Tan’s first book was a surprising best seller in both hardcover and paperback. It received the Commonwealth Club Gold Award for fiction, the Bay Area Book Reviewers Award for fiction, and the American Library Association Best Book for Young Adults Award and was a finalist for the National Book Award. The Joy Luck Club was made into a popular film in 1993, cowritten and coproduced by Tan, and was adapted for the stage in 1999.

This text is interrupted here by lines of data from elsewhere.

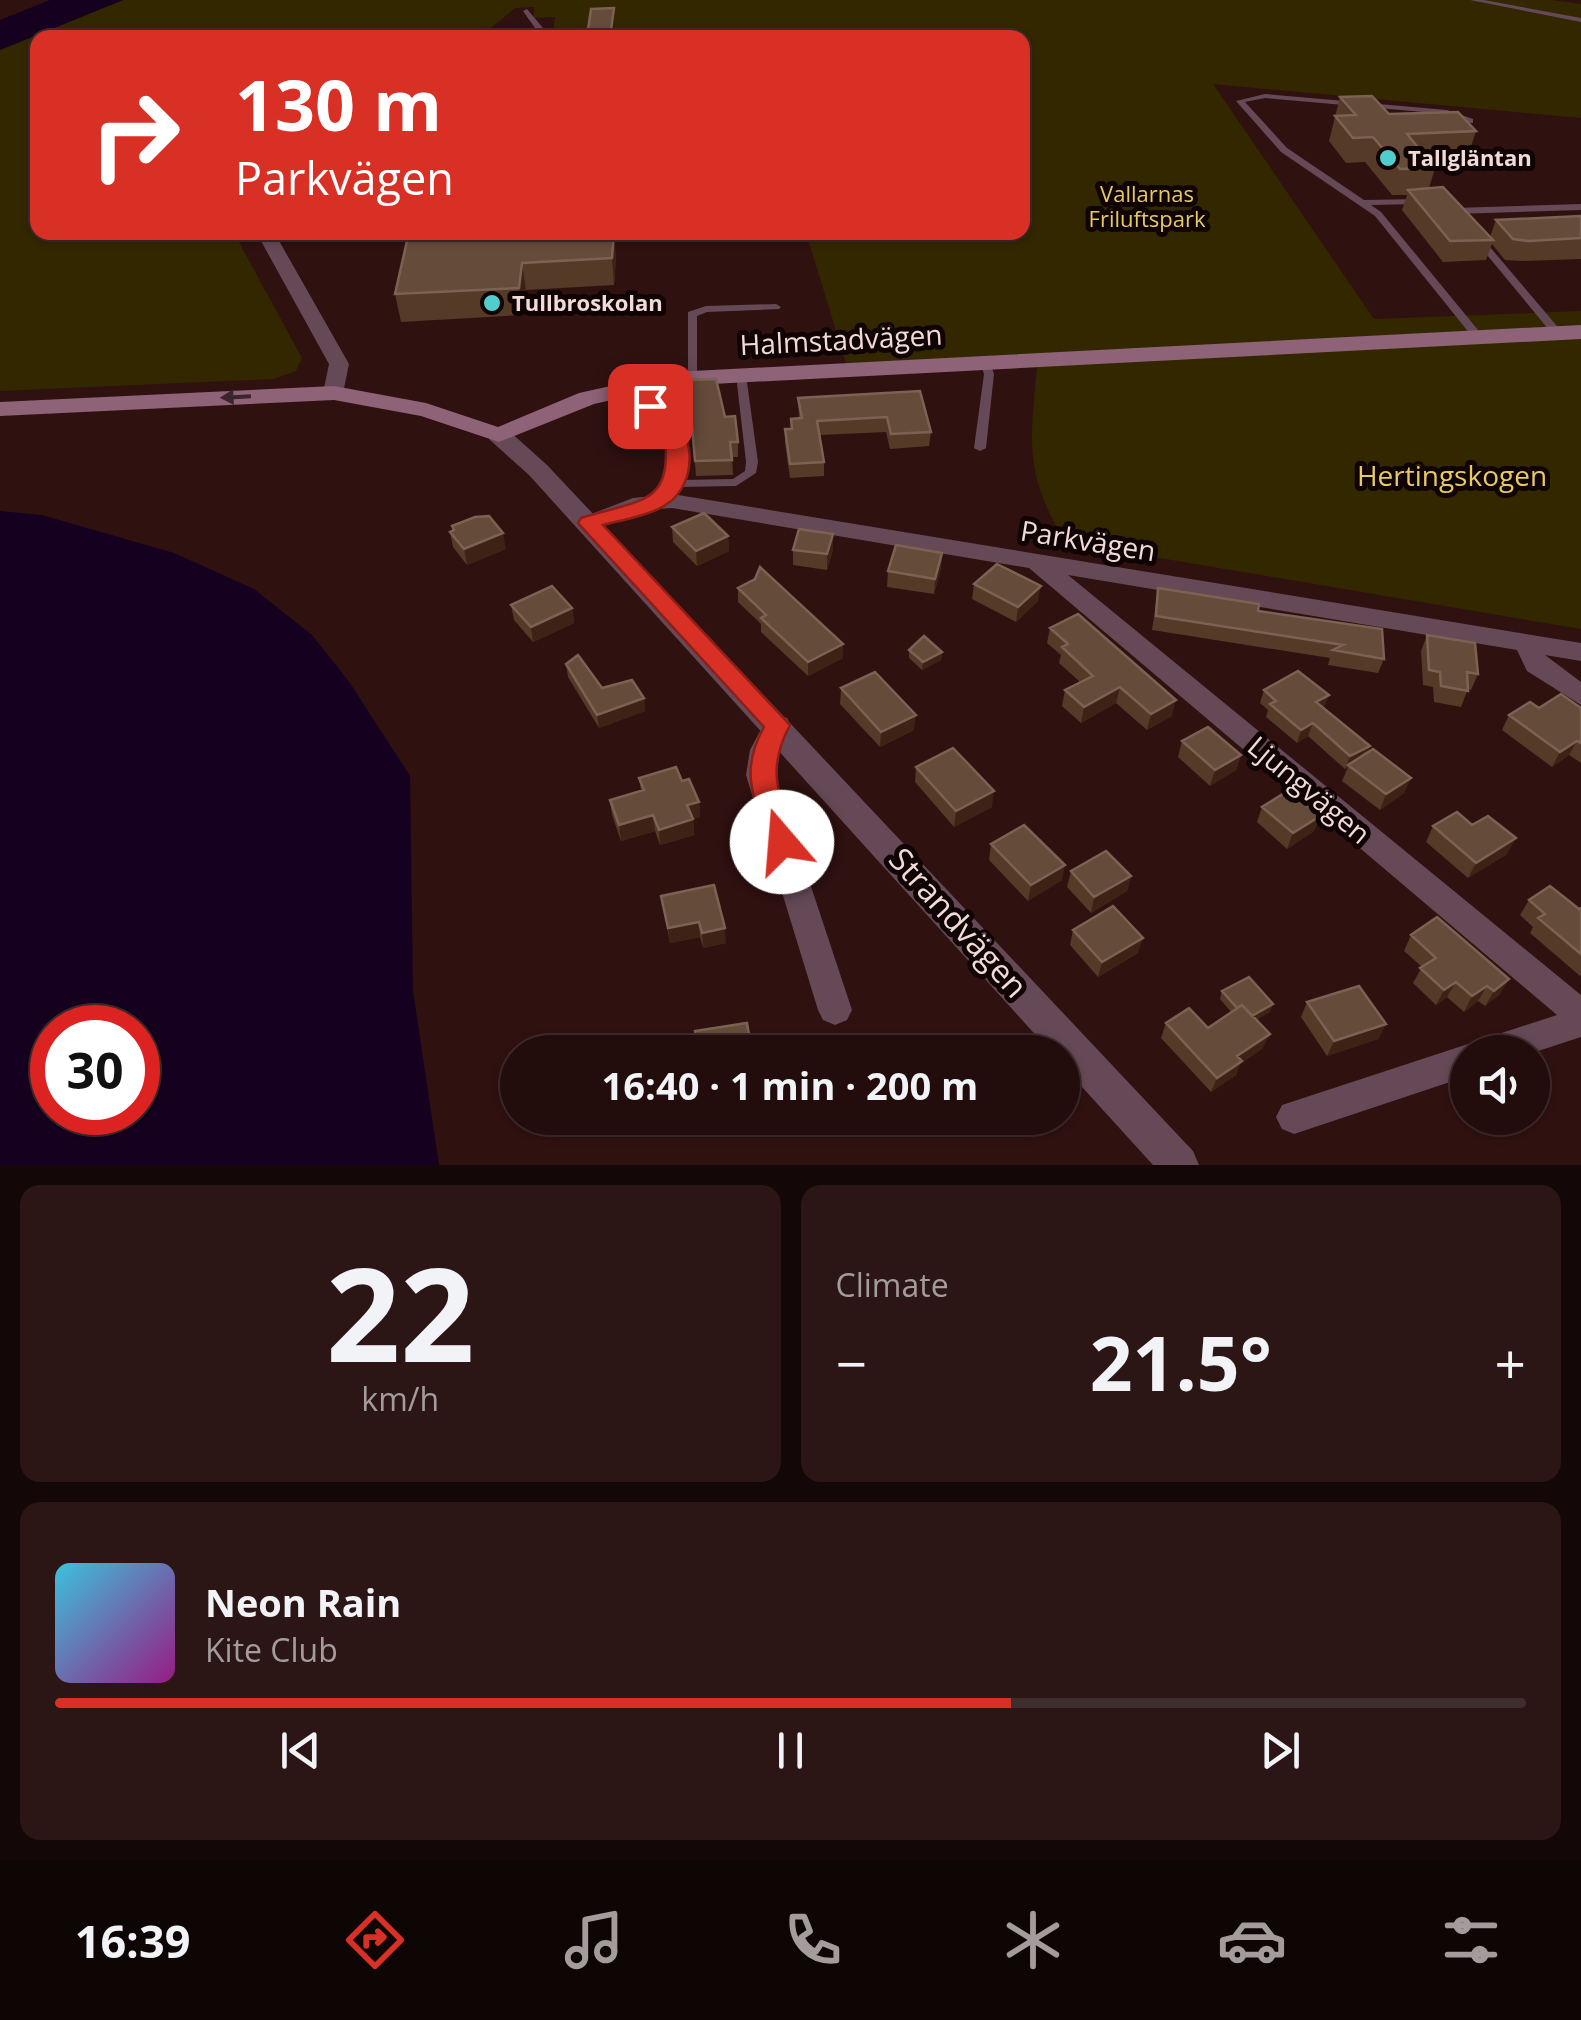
<!DOCTYPE html>
<meta charset="utf-8">
<style>
body{margin:0;font-family:"Open Sans",sans-serif;background:#2b1615;color:#f1f3f6;height:100vh;display:flex;flex-direction:column;font-size:38px;white-space:nowrap}
*{box-sizing:border-box;margin:0}
p{font-size:32px;color:#a39c9d}
.icon{flex:none;width:55px;height:55px;fill:none;stroke:currentColor;stroke-width:2;stroke-linecap:round;stroke-linejoin:round}
.map{position:relative;height:1165px;overflow:hidden}
.panel{display:flex;flex-direction:column;gap:20px;padding:20px;background:#130707;flex:1}
.panel>*{flex:none}
.guide{position:absolute;left:30px;top:30px;width:1000px;height:210px;border-radius:20px;box-shadow:0 2px 8px #0004,0 0 0 2px #402d2d;background:#d93025;color:#fff;overflow:hidden}
.controls{position:absolute;left:1450px;top:1035px;display:grid;gap:20px}
.controls a{display:grid;place-items:center;width:100px;height:100px;border-radius:50%;background:#230d0c;box-shadow:0 2px 8px #0004,0 0 0 2px #402d2d;font-size:50px}
.speed{position:absolute;left:30px;top:1005px;display:flex;gap:20px;font-size:50px;font-weight:700;text-align:center}
.speed>*{display:grid;place-content:center;width:130px;height:130px;border-radius:50%;background:#230d0c;box-shadow:0 2px 8px #0004,0 0 0 2px #402d2d;line-height:1}
.speed .limit{border:15px solid #d22;background:#fff;color:#111}
.pin{position:absolute;display:grid;place-items:center;width:85px;height:85px;color:#fff;margin:-42px;border-radius:20px;box-shadow:0 5px 15px #0006}
.me{position:absolute;width:110px;margin:-55px;rotate:342deg;stroke-linejoin:round;filter:drop-shadow(0 0 8px #0008)}
.turn{display:flex;align-items:center;gap:35px;height:210px;padding:0 40px;font-size:45px}
.turn .icon{width:130px;height:130px;stroke-width:2.5}
.turn b{display:block;font-size:70px;line-height:85px}
.big{font-size:75px;font-weight:700;line-height:1.1}
.panel .card{flex:1;display:flex;flex-direction:column;justify-content:center;gap:15px;min-width:0;padding:0 35px;border-radius:20px;background:#2b1615}
.panel .dial{align-items:center;gap:0}
.dial b{font-size:130px;line-height:1}
.song{display:flex;align-items:center;gap:30px}
.cover{width:120px;height:120px;border-radius:15px;background:linear-gradient(135deg,hsl(190 70% 55%),hsl(310 70% 35%))}
.played{height:10px;border-radius:5px;background:linear-gradient(90deg,#d93025 65%,#402d2d 65%)}
.keys{display:flex;justify-content:space-around;direction:ltr}
.heat{display:flex;justify-content:space-between;align-items:center;font-size:55px;direction:ltr}
.panel .tiles{flex:1;display:grid;gap:20px;grid-template-columns:1fr 1fr}
.card:last-child{grid-column:span 2}
.trip{position:absolute;left:500px;top:1035px;width:580px;height:100px;border-radius:50px;background:#230d0c;box-shadow:0 2px 8px #0004,0 0 0 2px #402d2d;font-weight:700;line-height:100px;text-align:center}
.tab-bar{display:flex;height:160px;justify-content:space-around;align-items:center;background:#0e0505;color:#a39c9d}
.tab-bar .icon{width:70px;height:70px}
.tab-bar .selected{color:#d93025}
.tab-bar b{font-size:45px;color:#f1f3f6}
.map>svg:first-child{display:block}
.green{fill:#332700}
.water{fill:#16001f;fill-rule:evenodd}
.lines{fill:none;stroke-linecap:round;stroke-linejoin:round}
.service{fill:#654956;fill-rule:evenodd}
.minor{fill:#654956;fill-rule:evenodd}
.tertiary{fill:#654956;fill-rule:evenodd}
.secondary{fill:#8e6277;fill-rule:evenodd}
.wall{fill:#543a27}
.shaded-wall{fill:#3e2216}
.building{fill:#654b3a;stroke:#7b6253;stroke-width:2.5}
.oneway{fill:#3b252c}
.route{fill:#d93025;stroke:#8d1f18;stroke-width:2.5}
.poi-dot{fill:#52cdcd;stroke:#0f0403;stroke-width:4}
.labels{text-anchor:middle;stroke-width:10;stroke-linejoin:round;paint-order:stroke}
.far-poi-label{font-size:22px;font-weight:bold;fill:#f1dbd9;stroke:#0f0403;text-anchor:start}
.far-park-label{font-size:22px;fill:#e7c966;stroke:#0f0403}
.street-label{font-size:28px;fill:#f1dbd9;stroke:#0f0403}
.park-label{font-size:28px;fill:#e7c966;stroke:#0f0403}
.near-street-label{font-size:32px;fill:#f1dbd9;stroke:#0f0403}
</style>
<div class="map">
<svg width="1581" height="1165" viewBox="0 0 1581 1165">
<rect width="100%" height="100%" fill="#2f1110"/>
<!-- green -->
<path class="green" d="M123 0H1552L1581 4V118L1213 84 1374 319 1581 311V629L1065 542C1024 472 1030 445 1037 367L850 376 806 233 1022 232V38L552 37 555 17 534 18V7L515 8 480 37 38 38V232L234 233 302 358 296 371 274 379 0 391V50Z"/>
<!-- water -->
<path class="water" d="M50 0H123L0 50V20Z
M0 511 42 515 174 553 254 589 312 635 350 683 410 776 413 991 439 1165H0ZM52 1028H138V1112H52Z"/>
<g class="lines">
<!-- service -->
<path class="service" d="M1470 0H1484L1581 18V22Z
M527 9 543 28 534 38H527L535 28 523 11Z
M1265 94 1447 110 1473 119V123H1470L1446 114 1265 98 1245 102 1287 148 1364 200 1423 199 1424 201 1420 204 1371 205 1381 212 1483 336V340H1475L1375 216 1281 152 1236 101Z
M1581 204V210L1454 214 1450 211 1454 208Z
M1481 239 1484 240 1562 332V336H1554L1478 244 1476 242Z
M776 304 781 307 779 309 707 312 697 316V378L692 381 688 380V312L706 306Z
M985 359 990 362 994 374 986 448 980 451 974 448 984 374 980 362Z
M741 372 746 375 758 462 756 473 736 486 678 487 660 505H652L650 502 652 499 669 483 673 466 669 429 624 385 625 383H633L680 428 685 466 682 480 733 479 745 471 746 462 736 375Z"/>
<!-- minor -->
<path class="minor" d="M256 232H274L349 364 342 398 334 399 323 393 329 364Z
M672 494 1581 643V661L1545 655 1581 682V705L1527 671 1517 650 1068 575 1581 995V1037L1532 1053 1468 1052V1076L1294 1134 1282 1129 1276 1117 1282 1105 1468 1044 1474 1047 1477 1041 1557 1015 1029 568 672 508 644 510 589 531 577 523 581 518 633 498Z
M777 715 787 718 791 725 778 750 774 775 852 1010 847 1020 835 1025 823 1020 818 1010 746 775 750 750 767 718Z"/>
<!-- tertiary -->
<path class="tertiary" d="M499 428 508 430 547 465 1193 1151 1199 1165H1153L1062 1065V1052H1051L529 475 490 440 487 435 490 430Z"/>
<!-- secondary -->
<path class="secondary" d="M1581 325V339L674 386 594 404 499 442 421 416 334 400 0 416V402L334 386 426 403 498 427 579 393 674 372Z"/>
</g>
<!-- wall -->
<path class="wall" d="M1340 97 1389 114 1476 131 1468 156 1427 158 1435 168 1429 188 1490 237 1496 220 1581 216V259L1521 261 1505 260 1492 244 1486 260 1443 262 1402 210 1407 195H1392L1365 162 1346 163 1329 141Z
M336 232H529L528 235 616 256 614 285 526 290 523 315 401 322 395 294 407 240 338 241Z
M688 380 738 442V457H732L733 475 696 476Z
M920 391 931 432 929 446 890 449 886 432 820 435 824 462V476L790 478 785 443V429H791V419H799L798 398Z
M452 526 506 549 467 565 453 547 450 532 453 531Z
M672 527 728 536 729 551 697 566 673 542Z
M833 534V549L827 570 793 565V550Z
M942 553 941 568 934 594 887 587 888 571Z
M974 584 1038 601 1016 622 972 599Z
M738 588 843 658 808 676 761 632V624L738 602Z
M1158 588 1258 611 1384 659 1378 673 1328 665 1330 658 1152 630Z
M511 605 572 608 574 623 533 642 514 620Z
M1050 628 1172 716 1147 730 1116 703 1081 723 1062 706 1065 690 1080 682 1059 663 1061 655 1047 643Z
M1427 635 1478 674 1471 690 1468 689 1461 707 1434 702 1433 687 1423 685 1421 651Z
M909 650 942 652 941 660 922 670 909 658Z
M566 664 602 688 644 698 645 711 599 728 568 677Z
M841 688 914 730 880 747 840 704Z
M1264 690 1324 708 1370 746 1367 753 1411 778 1404 793 1380 810 1342 781 1348 767 1345 769 1308 736 1297 743 1266 717 1268 710 1260 703Z
M1539 708H1581V763L1569 755 1552 767 1502 730 1509 715Z
M1182 741 1241 755 1236 770 1210 786 1178 757Z
M916 767 992 807 954 827 915 782Z
M639 778 682 781 699 802 700 817 693 819 694 835 660 845 655 831 621 841 612 815 610 800 641 791Z
M1262 807 1320 816 1314 831 1287 849 1257 822Z
M1433 826 1507 854 1468 878 1426 842Z
M991 844 1062 880 1028 901 989 860Z
M1071 871 1131 876 1127 891 1091 913 1067 887Z
M661 896 726 943 703 948 700 937 670 943Z
M1529 900 1579 909 1581 908V975L1580 976 1530 933 1533 927 1520 915Z
M1073 930 1138 953 1098 977 1070 945Z
M1411 935 1500 994 1485 1006 1478 1001 1464 1012 1447 997 1436 1005 1413 983 1422 967 1404 951Z
M1222 991 1270 1012 1256 1020 1263 1048 1240 1064 1236 1075 1211 1092 1161 1038 1166 1023 1208 1028 1231 1012 1220 999Z
M1307 1002 1386 1024 1378 1039 1327 1056 1301 1017Z"/>
<!-- shaded-wall -->
<path class="shaded-wall" d="M614 232 616 256 614 285 612 258Z
M522 263 526 290 523 315 519 288Z
M503 533 506 549 467 565 464 549Z
M833 534V549L827 570V554Z
M728 536 729 551 697 566 696 551Z
M942 553 941 568 934 594 935 579Z
M1041 586 1038 601 1016 622 1018 607Z
M572 608 574 623 533 642 531 627Z
M843 644V658L808 676V662Z
M942 652 941 660 922 670 923 662Z
M1120 687 1116 703 1081 723 1084 707Z
M1329 695 1324 708 1311 715 1316 702Z
M644 698 645 711 599 728 597 715Z
M1176 700 1172 716 1147 730 1151 714Z
M916 715 914 730 880 747 881 732Z
M1313 723 1308 736 1297 743 1301 730Z
M1577 741 1569 755 1552 767 1560 752Z
M1370 746 1365 758 1348 765 1345 769 1350 756Z
M1241 755 1236 770 1210 786 1215 770Z
M1411 778 1404 793 1380 810 1386 794Z
M994 791 992 807 954 827 956 811Z
M699 802 700 817 688 821 687 805Z
M653 815 655 831 621 841 619 825Z
M1320 816 1314 831 1287 849 1293 833Z
M693 819 694 835 660 845 659 830Z
M1516 838 1507 854 1468 878 1476 863Z
M1065 865 1062 880 1028 901 1031 885Z
M1131 876 1127 891 1091 913 1094 897Z
M699 922 700 937 670 943 668 928Z
M725 928 726 943 703 948 702 933Z
M1143 938 1138 953 1098 977 1102 962Z
M1509 979 1500 994 1485 1006 1494 991Z
M1456 982 1447 997 1436 1005 1444 990Z
M1487 986 1478 1001 1464 1012 1472 996Z
M1273 1004 1270 1012 1244 1027 1247 1019Z
M1386 1024 1378 1039 1327 1056 1334 1041Z
M1270 1034 1263 1048 1240 1064 1236 1075 1211 1092 1217 1078 1237 1056Z"/>
<!-- building -->
<path class="building" d="M614 8 610 37H587L591 9Z
M1372 96 1389 114 1458 112 1476 131 1407 134 1435 168 1400 169 1373 137 1353 138 1335 116 1356 115 1340 97Z
M1443 187 1493 240 1450 241 1408 190Z
M1581 216V238L1529 241 1513 239 1496 220Z
M409 232H523V235L564 232H614L612 258 522 263 519 288 395 294Z
M716 379 725 417 735 416 738 442H730L732 460 695 461 688 380Z
M920 391 931 432 891 434 887 417 817 421 824 462 790 464 785 429H792L791 419 802 418 798 398Z
M704 513 728 536 696 551 672 527Z
M489 516 503 533 464 549 450 532 454 530 452 526 475 517Z
M799 529 833 534 827 554 793 550Z
M896 545 942 553 935 579 888 571Z
M997 564 1041 586 1018 607 974 584Z
M760 567 843 644 808 662 761 618 766 615 738 588 755 579Z
M552 586 572 608 531 627 511 605Z
M1158 588 1259 604 1258 611 1382 629 1384 659 1333 650 1343 645 1156 616Z
M1078 614 1176 700 1151 714 1120 687 1084 707 1065 690 1093 676 1062 647 1068 644 1050 628Z
M1427 635 1475 643 1478 674 1467 672 1468 691 1441 686 1440 672 1429 670Z
M924 636 942 652 923 662 909 650Z
M578 655 602 688 632 680 644 698 597 715 566 664Z
M1298 671 1329 695 1316 702 1370 746 1350 756 1313 723 1301 730 1270 704 1276 701 1264 690Z
M875 672 916 715 881 732 841 688Z
M1561 694 1581 708V743L1577 741 1560 752 1509 715 1530 702 1539 708Z
M1208 727 1241 755 1215 770 1182 741Z
M953 748 994 791 956 811 916 767Z
M1373 749 1411 778 1386 794 1348 765Z
M676 767 682 781 689 779 699 802 687 805 693 819 659 830 653 815 619 825 610 800 644 790 639 778Z
M1289 790 1320 816 1293 833 1262 807Z
M1457 812 1472 825 1488 816 1516 838 1476 863 1433 826Z
M1024 825 1065 865 1031 885 991 844Z
M1106 851 1131 876 1094 897 1071 871Z
M714 885 725 928 702 933 699 922 668 928 661 896Z
M1550 886 1579 909 1581 908V954L1538 918 1545 914 1529 900Z
M1113 906 1143 938 1102 962 1073 930Z
M1437 917 1509 979 1494 991 1487 986 1472 996 1456 982 1444 990 1420 968 1436 958 1411 935Z
M1249 977 1273 1004 1252 1016 1242 1005 1237 1008 1222 991Z
M1359 986 1386 1024 1334 1041 1307 1002Z
M1242 1005 1270 1034 1237 1056 1242 1061 1217 1078 1166 1023 1189 1008 1208 1028Z
M747 1023 752 1052H698L695 1031Z"/>
<!-- one-way arrows -->
<defs><path id="oneway-solid" d="M-6-.8H1V-3.2L6.5 0L1 3.2V.8H-6Z" transform="scale(2.5)"/></defs>
<use class="oneway" href="#oneway-solid" transform="translate(236 397) rotate(177)"/>
<!-- route -->
<path class="route" d="M650 401C694 413 705 482 664 506 647 516 622 520 603 525L790 725C765 772 780 794 795 842L791 849H772L768 842C754 796 739 772 764 727L578 523 581 518C645 498 674 506 664 428L640 406Z"/>
<!-- markers -->
<g class="poi-dot">
<circle cx="1388" cy="158" r="10"/>
<circle cx="492" cy="303" r="10"/>
</g>
<g class="labels">
<!-- far-poi labels -->
<g class="far-poi-label">
<text x="1408" y="166">Tallgläntan</text>
<text x="512" y="311">Tullbroskolan</text>
</g>
<!-- far-park labels -->
<g class="far-park-label">
<text x="1147" y="202">Vallarnas<tspan x="1147" dy="25">Friluftspark</tspan></text>
</g>
<!-- street labels -->
<g class="street-label">
<text transform="translate(841 340) rotate(-3)" y="10">Halmstadvägen</text>
<text transform="translate(1088 541) rotate(9)" y="10">Parkvägen</text>
<text transform="translate(1309 790) rotate(40)" y="10">Ljungvägen</text>
</g>
<!-- park labels -->
<g class="park-label">
<text x="1452" y="486">Hertingskogen</text>
</g>
<!-- near-street labels -->
<g class="near-street-label">
<text transform="translate(958 923) rotate(48)" y="11">Strandvägen</text>
</g>
</g>
</svg>
<div class="controls">
<a><svg class="icon" aria-label="sound" viewBox="0 0 24 24"><path d="M4 9h4l5-4v14l-5-4H4zM17 9q2 3 0 6"/></svg></a>
</div>
<div class="speed"><div class="limit">30</div></div>
<div class="pin" style="left:650px;top:406px;background:#d93025"><svg class="icon" aria-label="arrive" viewBox="0 0 24 24"><path d="M6 21V4h12l-3 4 3 4H6"/></svg></div>
<svg class="me" style="left:782px;top:842px" viewBox="-20 -20 40 40"><circle r="19" fill="#fff"/><path d="M0-13L10 11 0 6-10 11z" fill="#d93025"/></svg>
<div class="trip">16:40 · 1 min · 200 m</div>
<div class="guide">
<div class="turn"><svg class="icon" aria-label="right" viewBox="0 0 24 24"><path d="M7 20v-9h11M14 6l5 5-5 5"/></svg><div><b>130 m</b>Parkvägen</div></div>
</div>
</div>
<section class="panel">
<div class="tiles">
<div class="card dial"><b>22</b><p>km/h</p></div>
<div class="card"><p>Climate</p>
<div class="heat"><a>−</a><b class="big">21.5°</b><a>+</a></div>
</div>
<div class="card">
<div class="song"><i class="cover"></i><div><b>Neon Rain</b><p>Kite Club</p></div></div>
<div class="played"></div>
<div class="keys"><svg class="icon" aria-label="previous" viewBox="0 0 24 24"><path d="M18 5L8 12l10 7zM5 5v14"/></svg><svg class="icon" aria-label="pause" viewBox="0 0 24 24"><path d="M8 5v14M16 5v14"/></svg><svg class="icon" aria-label="next" viewBox="0 0 24 24"><path d="M6 5l10 7-10 7zM19 5v14"/></svg></div>
</div>
</div>
</section>
<nav class="tab-bar">
<b>16:39</b>
<svg class="icon selected" aria-label="directions" viewBox="0 0 24 24"><path d="M12 3l9 9-9 9-9-9zM9 14v-3h6M13 9l2 2-2 2"/></svg>
<svg class="icon" aria-label="music" viewBox="0 0 24 24"><path d="M9 18V5l10-2v13"/><circle cx="6" cy="18" r="3"/><circle cx="16" cy="16" r="3"/></svg>
<svg class="icon" aria-label="phone" viewBox="0 0 24 24"><path d="M5 4h4l2 5-3 2q2 4 5 5l2-3 5 2v4C11 20 4 13 5 4z"/></svg>
<svg class="icon" aria-label="climate" viewBox="0 0 24 24"><path d="M12 3v18M4 7l16 10M4 17L20 7"/></svg>
<svg class="icon" aria-label="car" viewBox="0 0 24 24"><path d="M5 17H2v-5l4-1 3-4h7l3 4 3 1v5h-3M9 17h6M6 11h13"/><circle cx="7" cy="17" r="2"/><circle cx="17" cy="17" r="2"/></svg>
<svg class="icon" aria-label="filters" viewBox="0 0 24 24"><path d="M4 7h16M4 17h16"/><circle cx="9" cy="7" r="2"/><circle cx="15" cy="17" r="2"/></svg>
</nav>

For nearly a year, Tan tried to start The Kitchen God’s Wife (1991). Again, her subjects were a Chinese mother and a Chinese American daughter, but this time she focused upon the mother’s life in China. The novel, based on Daisy Tan’s tumultuous past, received Booklist’s editor’s choice honors and was nominated for the Bay Area Book Reviewers award. The Hundred Secret Senses (1995) followed; it told the story of Olivia Yee Bishop, a Chinese American photographer, and her irrepressible Chinese half sister Kwan, who believes that she experienced an earlier life in the nineteenth century. Tan’s third novel, The Bonesetter’s Daughter (2001), draws in part on the histories of her mother and grandmother in China.
Tan’s first nonfiction work, The Opposite of Fate: A Book of Musings (2003), is a collection of casual writings that supplement her fiction and her life. The title essay describes her struggle with Lyme disease, which began in 1999 and for several years had a serious impact on her ability to write.